Il s’apparente au roman de mœurs, qui dépeint la société de son temps de manière réaliste. Il décrit notamment la vie parisienne de la haute société de l’époque, en évoquant la fréquentation de la Comédie, les cercles de jeux et le comportement des grands seigneurs. Ceux-ci profitent de la faiblesse des jeunes femmes appartenant au peuple, qui se voient réduites à vendre leurs charmes pour avoir une vie confortable.

Par certains aspects, il est proche du roman sensible notamment avec la peinture détaillée des sentiments éprouvés par les personnages et le choix de la tonalité pathétique pour en souligner les excès et susciter l’émotion du lecteur. Le personnage de Des Grieux correspond au stéréotype du jeune homme naïf, follement épris d’une jeune femme. Cela est visible dès la rencontre dont les suites tragiques sont suggérées, lors de leur séparation après la première trahison de Manon, lors des retrouvailles à Saint-Sulpice et lors de la fuite des deux amants dans le désert et de la mort de la jeune femme.

Il se rattache au roman libertin car il met en scène des personnages immoraux et qui cherchent à pervertir les autres, comme c’est le cas de Lescaut qui engage Des Grieux à profiter des charmes de Manon pour assurer leur quotidien à tous les deux, lui apprend à tricher au jeu et fréquente des milieux sociaux douteux, ce qui lui vaut de mourir assassiné. Manon peut être vue comme un personnage libertin par son goût pour le plaisir et son comportement immoral lorsqu’elle vend ses charmes, mais elle apparaît aussi comme sensible et amoureuse une fois Paris quitté, lorsqu’elle mène une vie simple aux Amériques avec le chevalier.

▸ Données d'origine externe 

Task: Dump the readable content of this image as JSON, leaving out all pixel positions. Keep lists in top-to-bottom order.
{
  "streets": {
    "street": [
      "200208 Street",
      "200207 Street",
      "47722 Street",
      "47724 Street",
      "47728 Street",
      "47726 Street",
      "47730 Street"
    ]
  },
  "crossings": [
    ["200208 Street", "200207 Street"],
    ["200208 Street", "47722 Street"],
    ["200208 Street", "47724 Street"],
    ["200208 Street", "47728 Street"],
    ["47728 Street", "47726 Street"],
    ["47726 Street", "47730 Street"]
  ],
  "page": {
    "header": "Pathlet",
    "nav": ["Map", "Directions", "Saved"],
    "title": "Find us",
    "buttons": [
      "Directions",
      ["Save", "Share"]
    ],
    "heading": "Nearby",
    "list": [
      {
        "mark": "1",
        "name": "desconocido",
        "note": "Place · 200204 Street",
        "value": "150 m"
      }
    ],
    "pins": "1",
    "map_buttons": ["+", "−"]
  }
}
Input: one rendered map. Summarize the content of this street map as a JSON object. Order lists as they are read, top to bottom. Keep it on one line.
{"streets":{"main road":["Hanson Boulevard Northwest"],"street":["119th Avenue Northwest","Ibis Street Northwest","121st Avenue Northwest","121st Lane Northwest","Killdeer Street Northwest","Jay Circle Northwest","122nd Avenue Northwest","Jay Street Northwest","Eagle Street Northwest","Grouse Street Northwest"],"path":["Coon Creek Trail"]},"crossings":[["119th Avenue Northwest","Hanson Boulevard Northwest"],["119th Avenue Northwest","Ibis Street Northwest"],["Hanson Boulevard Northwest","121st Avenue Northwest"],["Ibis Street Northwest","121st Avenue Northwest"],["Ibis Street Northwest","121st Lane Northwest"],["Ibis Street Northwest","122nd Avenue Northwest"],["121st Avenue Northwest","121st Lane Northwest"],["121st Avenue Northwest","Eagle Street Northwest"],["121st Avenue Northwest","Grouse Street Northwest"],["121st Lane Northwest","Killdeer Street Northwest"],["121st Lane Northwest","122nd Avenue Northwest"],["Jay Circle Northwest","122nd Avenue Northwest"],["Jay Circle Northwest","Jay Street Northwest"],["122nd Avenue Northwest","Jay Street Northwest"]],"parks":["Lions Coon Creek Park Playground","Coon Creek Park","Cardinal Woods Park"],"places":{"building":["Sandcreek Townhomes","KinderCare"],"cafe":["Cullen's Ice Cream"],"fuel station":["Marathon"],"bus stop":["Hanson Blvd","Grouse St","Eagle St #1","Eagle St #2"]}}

Il est possible de rattacher Manon Lescaut au genre du roman picaresque, c'est-à-dire un roman qui met en scène un « piccaro », un personnage de basse extraction et qui va s’élever dans la société tout en passant par tous les milieux sociaux. Cela peut-être également un personnage plus noble mais qui a été élevé dans un milieu inférieur, par exemple un enfant élevé par des brigands. Ainsi, l’ensemble de la société est représenté. Cette veine picaresque est présente dans Manon Lescaut puisque nous avons accès au milieu aisé qu’est la noblesse à travers le personnage de Des Grieux et de sa famille (intervention de son père et de son frère pour le ramener à la raison, intervention de son père pour le faire sortir de prison) mais aussi des différents riches amants de Manon comme M. de G… M... et son fils, ainsi que le prince italien. Des milieux plus marginaux sont également représentés avec Lescaut qui se présente comme un escroc, un tricheur qui vit de ses exactions. Des personnages vont aussi s’associer à des univers plus populaires en lien avec des lieux où se concentre la misère : Saint-Lazare, L’Hôpital, le Châtelet…

Enfin, Manon Lescaut est donné à lire par son auteur comme un roman moral car la peinture des passions et de leurs conséquences doit permettre au lecteur de s’élever moralement et de ne pas être tenté de se laisser aller à des sentiments excessifs. C’est pourquoi il est possible de le lire comme une leçon où la mort de Manon et le désespoir de Des Grieux sont des punitions qui viennent sanctionner le fait de s’être laissé dominer par ses passions. Des Grieux est donc condamné pour n’avoir écouté ni sa raison, ni ceux qui ont tenté de le ramener à celle-ci, qu’ils incarnent la sagesse comme Tiberge ou les valeurs attachées à son milieu social comme sa famille et en particulier son père. La mort de Lescaut confirme cette dimension morale car il est tué en représailles de ses mauvaises actions et parce qu’il fréquente des bandits.